## Exercise details
Go through the entries below. Copy each line in which "shadow" appears.

## Stored items from a collection
────────────────────────────────────────
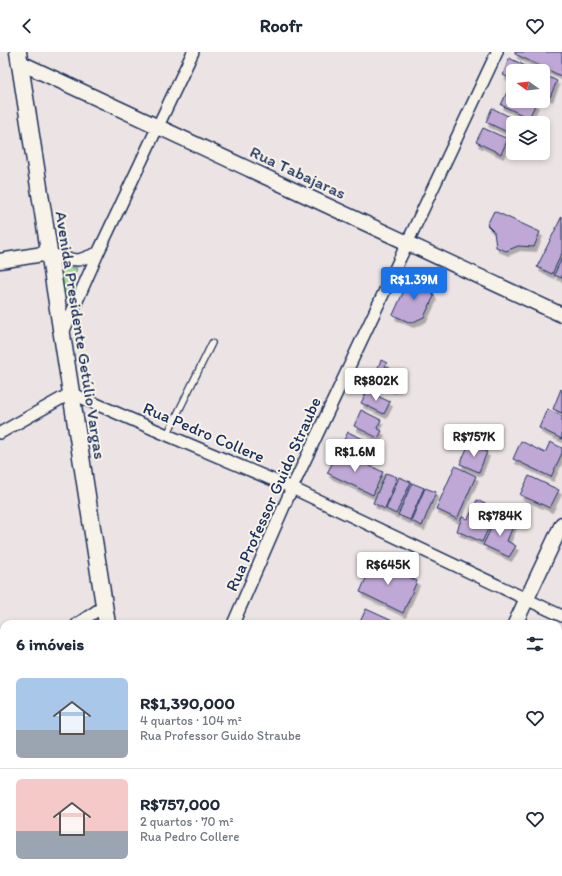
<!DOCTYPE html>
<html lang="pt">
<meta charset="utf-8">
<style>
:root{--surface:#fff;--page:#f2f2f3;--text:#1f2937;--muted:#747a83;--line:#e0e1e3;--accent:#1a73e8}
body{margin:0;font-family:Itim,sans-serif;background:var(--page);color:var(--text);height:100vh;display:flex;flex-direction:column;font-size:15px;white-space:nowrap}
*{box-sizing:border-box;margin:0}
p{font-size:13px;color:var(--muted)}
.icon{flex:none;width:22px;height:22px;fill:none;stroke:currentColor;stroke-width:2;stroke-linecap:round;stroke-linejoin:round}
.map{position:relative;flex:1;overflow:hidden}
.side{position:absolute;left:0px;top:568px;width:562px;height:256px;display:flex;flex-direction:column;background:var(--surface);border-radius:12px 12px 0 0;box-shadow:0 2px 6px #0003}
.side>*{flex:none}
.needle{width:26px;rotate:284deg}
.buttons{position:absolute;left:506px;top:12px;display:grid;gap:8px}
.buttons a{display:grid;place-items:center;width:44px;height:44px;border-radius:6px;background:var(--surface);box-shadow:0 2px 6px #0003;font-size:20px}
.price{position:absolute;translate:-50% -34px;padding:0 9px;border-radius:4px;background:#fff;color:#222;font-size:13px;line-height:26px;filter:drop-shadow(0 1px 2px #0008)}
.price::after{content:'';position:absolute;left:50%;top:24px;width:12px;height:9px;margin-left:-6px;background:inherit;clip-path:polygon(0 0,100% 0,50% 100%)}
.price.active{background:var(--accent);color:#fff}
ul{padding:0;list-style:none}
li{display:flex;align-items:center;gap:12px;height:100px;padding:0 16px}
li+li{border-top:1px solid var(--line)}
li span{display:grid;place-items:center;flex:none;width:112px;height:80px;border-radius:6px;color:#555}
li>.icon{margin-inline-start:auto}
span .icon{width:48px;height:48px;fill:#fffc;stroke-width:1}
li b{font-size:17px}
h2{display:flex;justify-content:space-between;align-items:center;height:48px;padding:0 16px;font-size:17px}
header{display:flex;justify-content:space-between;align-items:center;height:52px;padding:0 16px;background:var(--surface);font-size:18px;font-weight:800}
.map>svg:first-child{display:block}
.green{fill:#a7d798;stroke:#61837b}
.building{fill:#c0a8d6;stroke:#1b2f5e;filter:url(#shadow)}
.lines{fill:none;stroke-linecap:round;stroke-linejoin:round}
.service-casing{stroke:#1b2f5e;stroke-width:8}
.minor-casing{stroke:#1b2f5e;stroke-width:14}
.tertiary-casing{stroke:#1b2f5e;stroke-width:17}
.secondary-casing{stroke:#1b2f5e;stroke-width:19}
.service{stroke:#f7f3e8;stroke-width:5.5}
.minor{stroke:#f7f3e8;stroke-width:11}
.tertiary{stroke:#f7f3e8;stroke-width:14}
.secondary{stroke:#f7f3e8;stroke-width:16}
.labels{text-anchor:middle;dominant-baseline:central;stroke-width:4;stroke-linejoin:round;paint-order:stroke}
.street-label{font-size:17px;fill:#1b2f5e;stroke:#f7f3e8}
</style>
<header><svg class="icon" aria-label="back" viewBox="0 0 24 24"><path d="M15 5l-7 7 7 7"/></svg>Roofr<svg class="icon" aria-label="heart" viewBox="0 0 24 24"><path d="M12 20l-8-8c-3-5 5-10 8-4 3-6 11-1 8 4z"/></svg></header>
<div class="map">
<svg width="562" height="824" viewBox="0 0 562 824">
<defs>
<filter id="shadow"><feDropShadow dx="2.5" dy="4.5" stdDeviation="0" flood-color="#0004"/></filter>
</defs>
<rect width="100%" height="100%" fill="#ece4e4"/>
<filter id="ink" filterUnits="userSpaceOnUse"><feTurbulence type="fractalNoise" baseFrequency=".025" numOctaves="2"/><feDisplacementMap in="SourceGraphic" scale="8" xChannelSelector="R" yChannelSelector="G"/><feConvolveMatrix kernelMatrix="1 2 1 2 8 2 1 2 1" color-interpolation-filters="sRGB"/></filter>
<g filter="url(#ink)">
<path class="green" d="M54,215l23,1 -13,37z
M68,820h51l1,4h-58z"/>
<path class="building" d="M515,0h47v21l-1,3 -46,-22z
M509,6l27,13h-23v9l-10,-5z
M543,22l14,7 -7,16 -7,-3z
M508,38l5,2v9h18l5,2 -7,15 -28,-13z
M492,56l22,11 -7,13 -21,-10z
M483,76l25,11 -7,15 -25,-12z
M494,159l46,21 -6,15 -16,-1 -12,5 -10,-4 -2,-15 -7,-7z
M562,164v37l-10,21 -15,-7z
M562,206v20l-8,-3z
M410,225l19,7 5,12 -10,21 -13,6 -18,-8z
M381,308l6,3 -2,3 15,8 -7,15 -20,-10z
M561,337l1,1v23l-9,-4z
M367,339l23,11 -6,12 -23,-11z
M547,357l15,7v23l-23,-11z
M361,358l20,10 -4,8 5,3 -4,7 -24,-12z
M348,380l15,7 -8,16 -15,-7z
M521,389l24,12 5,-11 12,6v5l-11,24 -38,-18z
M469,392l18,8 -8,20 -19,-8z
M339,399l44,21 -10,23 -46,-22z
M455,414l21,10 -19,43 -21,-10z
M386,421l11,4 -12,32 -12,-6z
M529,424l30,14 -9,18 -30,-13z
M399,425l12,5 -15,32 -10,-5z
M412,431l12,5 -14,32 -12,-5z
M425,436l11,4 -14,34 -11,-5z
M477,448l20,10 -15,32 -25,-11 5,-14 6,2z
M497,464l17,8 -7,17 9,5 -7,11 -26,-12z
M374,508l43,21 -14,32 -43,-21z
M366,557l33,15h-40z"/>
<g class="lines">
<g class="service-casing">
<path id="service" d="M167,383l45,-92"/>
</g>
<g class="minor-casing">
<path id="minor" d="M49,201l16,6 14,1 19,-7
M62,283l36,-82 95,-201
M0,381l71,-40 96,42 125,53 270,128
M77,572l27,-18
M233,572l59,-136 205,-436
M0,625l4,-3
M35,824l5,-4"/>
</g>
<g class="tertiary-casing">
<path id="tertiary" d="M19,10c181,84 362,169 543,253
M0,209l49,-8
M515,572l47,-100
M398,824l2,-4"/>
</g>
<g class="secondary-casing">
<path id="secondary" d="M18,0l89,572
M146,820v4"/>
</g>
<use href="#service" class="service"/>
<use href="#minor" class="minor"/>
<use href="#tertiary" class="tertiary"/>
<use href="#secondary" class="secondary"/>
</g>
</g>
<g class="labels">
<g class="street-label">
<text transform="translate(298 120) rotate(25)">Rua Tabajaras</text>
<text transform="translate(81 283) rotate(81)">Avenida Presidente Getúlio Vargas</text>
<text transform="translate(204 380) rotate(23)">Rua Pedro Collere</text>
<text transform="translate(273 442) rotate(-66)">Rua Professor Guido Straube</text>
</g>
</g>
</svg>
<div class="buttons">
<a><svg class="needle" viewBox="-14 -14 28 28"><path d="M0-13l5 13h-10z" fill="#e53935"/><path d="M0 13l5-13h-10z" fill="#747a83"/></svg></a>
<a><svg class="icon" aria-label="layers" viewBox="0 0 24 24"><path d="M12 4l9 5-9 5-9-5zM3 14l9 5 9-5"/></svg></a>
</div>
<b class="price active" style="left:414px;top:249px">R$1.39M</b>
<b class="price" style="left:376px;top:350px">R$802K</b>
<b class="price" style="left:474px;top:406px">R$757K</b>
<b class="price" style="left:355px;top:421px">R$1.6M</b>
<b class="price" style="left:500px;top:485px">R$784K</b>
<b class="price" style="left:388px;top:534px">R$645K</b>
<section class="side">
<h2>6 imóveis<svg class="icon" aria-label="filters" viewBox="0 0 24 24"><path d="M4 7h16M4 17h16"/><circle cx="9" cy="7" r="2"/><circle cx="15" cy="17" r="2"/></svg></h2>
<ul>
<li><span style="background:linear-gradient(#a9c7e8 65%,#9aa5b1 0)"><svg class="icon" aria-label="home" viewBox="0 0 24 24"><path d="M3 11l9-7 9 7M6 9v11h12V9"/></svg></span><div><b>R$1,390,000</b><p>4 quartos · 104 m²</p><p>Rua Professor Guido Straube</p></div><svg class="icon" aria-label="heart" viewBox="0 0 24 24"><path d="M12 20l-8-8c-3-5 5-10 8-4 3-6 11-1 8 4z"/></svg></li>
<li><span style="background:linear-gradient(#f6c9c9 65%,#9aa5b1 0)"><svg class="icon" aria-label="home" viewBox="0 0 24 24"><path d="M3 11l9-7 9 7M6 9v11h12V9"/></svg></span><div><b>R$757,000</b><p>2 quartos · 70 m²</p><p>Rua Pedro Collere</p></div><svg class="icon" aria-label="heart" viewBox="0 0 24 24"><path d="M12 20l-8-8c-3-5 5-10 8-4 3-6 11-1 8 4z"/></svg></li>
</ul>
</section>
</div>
────────────────────────────────────────
## Written response
.side{position:absolute;left:0px;top:568px;width:562px;height:256px;display:flex;flex-direction:column;background:var(--surface);border-radius:12px 12px 0 0;box-shadow:0 2px 6px #0003}
.buttons a{display:grid;place-items:center;width:44px;height:44px;border-radius:6px;background:var(--surface);box-shadow:0 2px 6px #0003;font-size:20px}
.price{position:absolute;translate:-50% -34px;padding:0 9px;border-radius:4px;background:#fff;color:#222;font-size:13px;line-height:26px;filter:drop-shadow(0 1px 2px #0008)}
.building{fill:#c0a8d6;stroke:#1b2f5e;filter:url(#shadow)}
<filter id="shadow"><feDropShadow dx="2.5" dy="4.5" stdDeviation="0" flood-color="#0004"/></filter>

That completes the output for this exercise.